An RCT published on Feb. 17 describing the effects of a single high dose of vitamin D3 showed that taking such did not significantly reduce hospital length of stay, Dr. Buensalido told the forum audience. “The findings do not support its use for treatment of moderate to severe COVID-19. We await the other trials,” he said.

Q: How about taking vitamin D just before and immediately after vaccination for a better immune response?

A: “If there is vitamin D deficiency, then it is indicated to give vitamin D,” Dr. Buensalido said. “There is no evidence to take it pre-vaccination. It is unlikely to have an effect.”

Q: What is zinc?

A: Zinc is a naturally occurring mineral that is important for growth and for the development and health of body tissues. It also plays a role in the symptom alleviation of viral upper respiratory tract infections (URTI).

“The main cause of the common cold is the rhinovirus. The second most common cause is the coronavirus — although not specifically the one that causes COVID-19,” said Dr. Buensalido. Studies show that a high dose of zinc is much better in shortening the duration of viral URTI.

“More than 75 grams of elemental zinc reduces the duration of viral URTI,” he added.

Q: Can zinc be used to treat COVID-19?

A: According to the aforementioned Philippine COVID-19 Living Recommendations, there is insufficient or very low quality of evidence to recommend zinc as an adjunct treatment for COVID-19.
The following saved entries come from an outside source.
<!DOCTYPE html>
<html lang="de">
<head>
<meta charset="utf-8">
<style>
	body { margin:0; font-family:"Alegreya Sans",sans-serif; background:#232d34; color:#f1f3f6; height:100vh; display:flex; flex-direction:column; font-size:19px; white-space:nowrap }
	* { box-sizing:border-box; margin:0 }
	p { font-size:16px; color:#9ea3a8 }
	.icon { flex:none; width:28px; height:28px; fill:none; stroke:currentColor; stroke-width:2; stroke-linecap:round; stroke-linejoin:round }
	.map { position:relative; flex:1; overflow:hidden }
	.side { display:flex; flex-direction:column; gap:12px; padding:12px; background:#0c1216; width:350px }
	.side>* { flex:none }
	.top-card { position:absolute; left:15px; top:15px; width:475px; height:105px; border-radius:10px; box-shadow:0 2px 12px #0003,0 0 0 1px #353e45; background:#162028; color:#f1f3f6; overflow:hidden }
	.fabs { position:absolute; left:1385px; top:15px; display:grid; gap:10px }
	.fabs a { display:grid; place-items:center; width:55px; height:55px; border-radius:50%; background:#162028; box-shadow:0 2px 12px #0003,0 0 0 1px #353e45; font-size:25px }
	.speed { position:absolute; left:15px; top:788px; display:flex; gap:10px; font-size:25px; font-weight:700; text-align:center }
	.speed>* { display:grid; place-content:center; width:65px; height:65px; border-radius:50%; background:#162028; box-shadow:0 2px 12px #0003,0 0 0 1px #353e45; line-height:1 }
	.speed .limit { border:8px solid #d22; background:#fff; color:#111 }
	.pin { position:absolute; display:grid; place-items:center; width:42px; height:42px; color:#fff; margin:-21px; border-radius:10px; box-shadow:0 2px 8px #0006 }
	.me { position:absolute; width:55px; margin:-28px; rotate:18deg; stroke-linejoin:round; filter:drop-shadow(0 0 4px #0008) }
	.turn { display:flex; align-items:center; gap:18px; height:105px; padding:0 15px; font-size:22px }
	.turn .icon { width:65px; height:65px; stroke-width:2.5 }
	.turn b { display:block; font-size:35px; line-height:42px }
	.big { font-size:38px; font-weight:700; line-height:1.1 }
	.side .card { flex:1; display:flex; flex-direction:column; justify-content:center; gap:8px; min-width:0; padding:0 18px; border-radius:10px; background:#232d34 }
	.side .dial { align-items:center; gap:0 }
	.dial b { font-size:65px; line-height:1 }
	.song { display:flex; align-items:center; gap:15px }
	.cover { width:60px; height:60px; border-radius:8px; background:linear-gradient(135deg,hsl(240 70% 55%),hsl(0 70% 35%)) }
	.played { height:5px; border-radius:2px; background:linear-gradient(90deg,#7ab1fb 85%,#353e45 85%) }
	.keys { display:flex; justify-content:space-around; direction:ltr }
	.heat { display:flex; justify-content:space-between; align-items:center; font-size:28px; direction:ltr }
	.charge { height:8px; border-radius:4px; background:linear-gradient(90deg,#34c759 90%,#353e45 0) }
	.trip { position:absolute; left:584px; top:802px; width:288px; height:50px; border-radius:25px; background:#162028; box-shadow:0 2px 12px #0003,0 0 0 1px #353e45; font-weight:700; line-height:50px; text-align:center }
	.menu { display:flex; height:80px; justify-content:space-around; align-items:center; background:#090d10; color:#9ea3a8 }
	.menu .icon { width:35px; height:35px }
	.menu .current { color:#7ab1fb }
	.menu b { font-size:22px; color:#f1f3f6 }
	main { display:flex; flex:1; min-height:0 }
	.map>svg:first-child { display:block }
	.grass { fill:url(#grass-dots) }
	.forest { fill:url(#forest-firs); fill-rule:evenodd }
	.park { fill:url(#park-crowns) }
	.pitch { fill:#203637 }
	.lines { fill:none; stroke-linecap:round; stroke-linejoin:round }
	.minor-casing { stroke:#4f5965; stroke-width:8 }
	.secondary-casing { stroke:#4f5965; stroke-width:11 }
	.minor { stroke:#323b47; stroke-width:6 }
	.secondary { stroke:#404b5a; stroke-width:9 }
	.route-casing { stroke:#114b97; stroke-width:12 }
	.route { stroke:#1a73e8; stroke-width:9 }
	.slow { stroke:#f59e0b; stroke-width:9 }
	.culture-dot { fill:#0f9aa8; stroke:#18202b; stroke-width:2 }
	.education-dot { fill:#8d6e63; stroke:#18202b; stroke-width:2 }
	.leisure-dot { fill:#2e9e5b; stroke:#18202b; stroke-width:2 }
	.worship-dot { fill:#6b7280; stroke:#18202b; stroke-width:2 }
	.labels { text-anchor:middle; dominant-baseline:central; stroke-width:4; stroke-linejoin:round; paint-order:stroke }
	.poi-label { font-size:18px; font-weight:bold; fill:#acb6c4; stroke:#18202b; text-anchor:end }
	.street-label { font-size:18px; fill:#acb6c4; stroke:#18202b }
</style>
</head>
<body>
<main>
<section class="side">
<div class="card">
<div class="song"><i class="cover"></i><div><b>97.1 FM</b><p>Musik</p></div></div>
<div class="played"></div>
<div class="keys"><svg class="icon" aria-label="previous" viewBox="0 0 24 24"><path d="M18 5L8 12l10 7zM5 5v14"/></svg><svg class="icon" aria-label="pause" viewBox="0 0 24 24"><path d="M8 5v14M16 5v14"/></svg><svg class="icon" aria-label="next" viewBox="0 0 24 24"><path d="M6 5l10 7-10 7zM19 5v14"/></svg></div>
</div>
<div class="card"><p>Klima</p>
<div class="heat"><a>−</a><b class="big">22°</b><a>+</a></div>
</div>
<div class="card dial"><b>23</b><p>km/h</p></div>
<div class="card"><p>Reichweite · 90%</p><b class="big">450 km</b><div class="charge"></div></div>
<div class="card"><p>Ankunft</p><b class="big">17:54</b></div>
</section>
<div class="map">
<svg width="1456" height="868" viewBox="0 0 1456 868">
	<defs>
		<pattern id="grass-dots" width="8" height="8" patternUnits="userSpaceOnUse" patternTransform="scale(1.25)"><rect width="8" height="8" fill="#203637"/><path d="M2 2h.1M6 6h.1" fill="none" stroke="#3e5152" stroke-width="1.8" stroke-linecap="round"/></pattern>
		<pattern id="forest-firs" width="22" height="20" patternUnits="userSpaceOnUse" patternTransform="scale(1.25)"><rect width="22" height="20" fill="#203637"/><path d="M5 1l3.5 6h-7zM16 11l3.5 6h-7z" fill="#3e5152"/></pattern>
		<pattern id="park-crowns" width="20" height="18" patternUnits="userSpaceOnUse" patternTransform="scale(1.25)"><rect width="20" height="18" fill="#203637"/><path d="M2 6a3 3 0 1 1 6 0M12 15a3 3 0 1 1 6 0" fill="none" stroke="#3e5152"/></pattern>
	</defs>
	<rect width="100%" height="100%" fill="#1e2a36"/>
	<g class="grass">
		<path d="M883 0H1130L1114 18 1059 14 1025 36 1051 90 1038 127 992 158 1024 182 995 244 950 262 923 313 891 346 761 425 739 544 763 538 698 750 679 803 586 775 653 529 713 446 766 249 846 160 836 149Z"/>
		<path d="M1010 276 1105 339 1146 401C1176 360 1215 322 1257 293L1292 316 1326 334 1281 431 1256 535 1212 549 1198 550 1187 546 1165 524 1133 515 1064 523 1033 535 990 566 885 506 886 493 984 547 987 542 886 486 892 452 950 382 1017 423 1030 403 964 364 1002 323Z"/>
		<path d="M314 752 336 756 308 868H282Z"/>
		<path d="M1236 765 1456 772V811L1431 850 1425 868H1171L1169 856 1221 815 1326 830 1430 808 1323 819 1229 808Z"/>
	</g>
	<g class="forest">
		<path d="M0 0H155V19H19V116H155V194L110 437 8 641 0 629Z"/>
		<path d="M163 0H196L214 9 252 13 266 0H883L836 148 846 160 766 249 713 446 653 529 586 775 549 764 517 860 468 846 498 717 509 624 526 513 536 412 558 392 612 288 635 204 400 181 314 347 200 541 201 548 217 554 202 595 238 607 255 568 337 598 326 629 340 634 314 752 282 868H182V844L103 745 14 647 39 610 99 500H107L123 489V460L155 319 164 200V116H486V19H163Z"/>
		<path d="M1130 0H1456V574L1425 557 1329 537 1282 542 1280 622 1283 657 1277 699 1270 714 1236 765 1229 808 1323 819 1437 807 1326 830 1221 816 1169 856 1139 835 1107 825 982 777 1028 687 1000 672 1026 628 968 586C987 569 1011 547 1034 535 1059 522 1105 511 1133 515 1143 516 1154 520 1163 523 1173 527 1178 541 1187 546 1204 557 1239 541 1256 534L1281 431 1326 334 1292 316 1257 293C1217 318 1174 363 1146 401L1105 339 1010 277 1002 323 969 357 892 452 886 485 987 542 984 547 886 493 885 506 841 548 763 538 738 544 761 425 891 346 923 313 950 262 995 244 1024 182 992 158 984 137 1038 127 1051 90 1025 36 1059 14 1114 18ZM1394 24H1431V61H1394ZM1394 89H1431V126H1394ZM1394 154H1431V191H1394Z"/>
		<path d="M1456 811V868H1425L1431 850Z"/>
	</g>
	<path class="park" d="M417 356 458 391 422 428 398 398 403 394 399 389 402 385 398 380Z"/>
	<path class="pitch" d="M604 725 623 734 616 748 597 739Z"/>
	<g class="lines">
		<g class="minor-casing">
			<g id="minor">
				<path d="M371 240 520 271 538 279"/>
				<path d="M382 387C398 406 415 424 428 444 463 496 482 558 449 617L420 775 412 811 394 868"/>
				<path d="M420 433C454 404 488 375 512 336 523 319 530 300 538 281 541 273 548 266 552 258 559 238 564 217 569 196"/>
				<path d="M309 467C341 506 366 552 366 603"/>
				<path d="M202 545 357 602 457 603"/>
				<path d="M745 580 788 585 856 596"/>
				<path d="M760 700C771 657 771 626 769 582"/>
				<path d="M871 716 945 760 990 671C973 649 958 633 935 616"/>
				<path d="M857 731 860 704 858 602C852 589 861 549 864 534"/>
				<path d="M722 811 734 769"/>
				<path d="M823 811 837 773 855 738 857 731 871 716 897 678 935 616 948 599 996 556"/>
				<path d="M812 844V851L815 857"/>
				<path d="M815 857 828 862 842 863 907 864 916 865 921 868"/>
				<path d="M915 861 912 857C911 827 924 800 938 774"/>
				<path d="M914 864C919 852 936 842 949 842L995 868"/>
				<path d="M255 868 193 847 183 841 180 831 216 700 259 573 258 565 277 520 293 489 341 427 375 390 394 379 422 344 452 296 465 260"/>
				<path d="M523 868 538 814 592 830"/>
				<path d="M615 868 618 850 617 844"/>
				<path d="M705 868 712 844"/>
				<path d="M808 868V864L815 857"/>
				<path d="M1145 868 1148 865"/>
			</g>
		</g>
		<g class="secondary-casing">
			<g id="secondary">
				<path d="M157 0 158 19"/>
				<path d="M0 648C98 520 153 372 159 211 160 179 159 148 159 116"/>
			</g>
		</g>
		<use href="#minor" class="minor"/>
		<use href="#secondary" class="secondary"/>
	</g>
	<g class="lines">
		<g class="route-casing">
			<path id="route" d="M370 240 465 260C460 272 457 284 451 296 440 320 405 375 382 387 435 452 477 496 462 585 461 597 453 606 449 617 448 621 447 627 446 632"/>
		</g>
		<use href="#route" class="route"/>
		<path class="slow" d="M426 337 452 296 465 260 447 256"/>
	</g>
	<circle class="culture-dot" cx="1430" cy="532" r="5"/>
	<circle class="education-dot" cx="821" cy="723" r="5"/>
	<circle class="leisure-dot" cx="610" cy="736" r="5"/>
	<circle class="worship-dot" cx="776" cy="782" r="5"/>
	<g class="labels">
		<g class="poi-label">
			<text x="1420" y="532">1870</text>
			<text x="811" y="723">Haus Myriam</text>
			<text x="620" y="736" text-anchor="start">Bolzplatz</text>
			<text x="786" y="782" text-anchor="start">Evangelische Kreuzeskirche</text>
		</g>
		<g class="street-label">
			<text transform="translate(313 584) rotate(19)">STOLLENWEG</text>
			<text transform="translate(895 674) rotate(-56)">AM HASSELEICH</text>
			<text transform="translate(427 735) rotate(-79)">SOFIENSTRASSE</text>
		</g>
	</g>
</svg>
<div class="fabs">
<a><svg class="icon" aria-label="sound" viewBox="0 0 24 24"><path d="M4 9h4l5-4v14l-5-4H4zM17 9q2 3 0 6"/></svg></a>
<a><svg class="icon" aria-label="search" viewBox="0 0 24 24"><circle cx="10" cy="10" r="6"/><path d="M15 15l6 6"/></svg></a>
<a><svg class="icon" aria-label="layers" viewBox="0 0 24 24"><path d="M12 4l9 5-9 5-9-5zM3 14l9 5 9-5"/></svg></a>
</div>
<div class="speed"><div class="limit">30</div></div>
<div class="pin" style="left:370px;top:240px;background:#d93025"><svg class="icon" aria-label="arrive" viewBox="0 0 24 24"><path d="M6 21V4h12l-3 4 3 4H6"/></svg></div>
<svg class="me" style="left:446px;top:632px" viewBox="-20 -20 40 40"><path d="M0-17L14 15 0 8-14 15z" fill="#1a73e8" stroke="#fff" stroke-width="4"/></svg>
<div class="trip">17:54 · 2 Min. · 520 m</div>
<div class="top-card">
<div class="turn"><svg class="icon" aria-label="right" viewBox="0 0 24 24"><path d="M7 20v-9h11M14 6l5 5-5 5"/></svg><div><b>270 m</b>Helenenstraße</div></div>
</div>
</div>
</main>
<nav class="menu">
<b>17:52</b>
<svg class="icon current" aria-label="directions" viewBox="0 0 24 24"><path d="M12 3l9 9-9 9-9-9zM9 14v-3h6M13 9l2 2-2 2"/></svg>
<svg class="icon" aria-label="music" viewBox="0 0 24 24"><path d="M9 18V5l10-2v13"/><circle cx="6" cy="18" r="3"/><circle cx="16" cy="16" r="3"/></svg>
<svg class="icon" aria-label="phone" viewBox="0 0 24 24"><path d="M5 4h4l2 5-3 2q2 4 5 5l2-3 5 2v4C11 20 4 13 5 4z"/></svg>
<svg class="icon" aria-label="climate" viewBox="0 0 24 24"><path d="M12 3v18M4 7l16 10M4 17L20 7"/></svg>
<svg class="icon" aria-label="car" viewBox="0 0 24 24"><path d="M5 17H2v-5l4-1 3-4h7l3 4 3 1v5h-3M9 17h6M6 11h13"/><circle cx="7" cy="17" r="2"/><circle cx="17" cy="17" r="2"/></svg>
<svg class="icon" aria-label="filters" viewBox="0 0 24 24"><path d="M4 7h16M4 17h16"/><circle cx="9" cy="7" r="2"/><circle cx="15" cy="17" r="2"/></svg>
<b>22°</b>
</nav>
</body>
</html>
“Both zinc and vitamin C can be used as a nutritional support, as a lot of patients we see are malnourished,” said Dr. Lazarte. “It can be used as therapy but not necessarily as a treatment for COVID-19.”

Q: Is the absence of harm enough to prescribe all these medicines in selected patients with COVID-19?

A: “These are not harmless,” said Dr. Lazarte. “Even at normal doses, there are some groups of people that will have severe reactions. Open your patients’ eyes to all the possible benefits and harms and weigh everything. It’s a judgment call, but at the moment, it is not recommended.”

Apart from safety protocols such as wearing face masks and washing one’s hands, both doctors said that having a healthy lifestyle is the best form of prevention for the general population.

“Get those fruits and vegetables in. It’s just that we like a pill for every ill,” said Dr. Lazarte. “Keeping healthy is doing something. Exercising is doing something.”

Added Dr. Buensalido, “The risks versus benefits ratio should be considered. We need to look at safety and efficacy. Let’s not be too impatient.”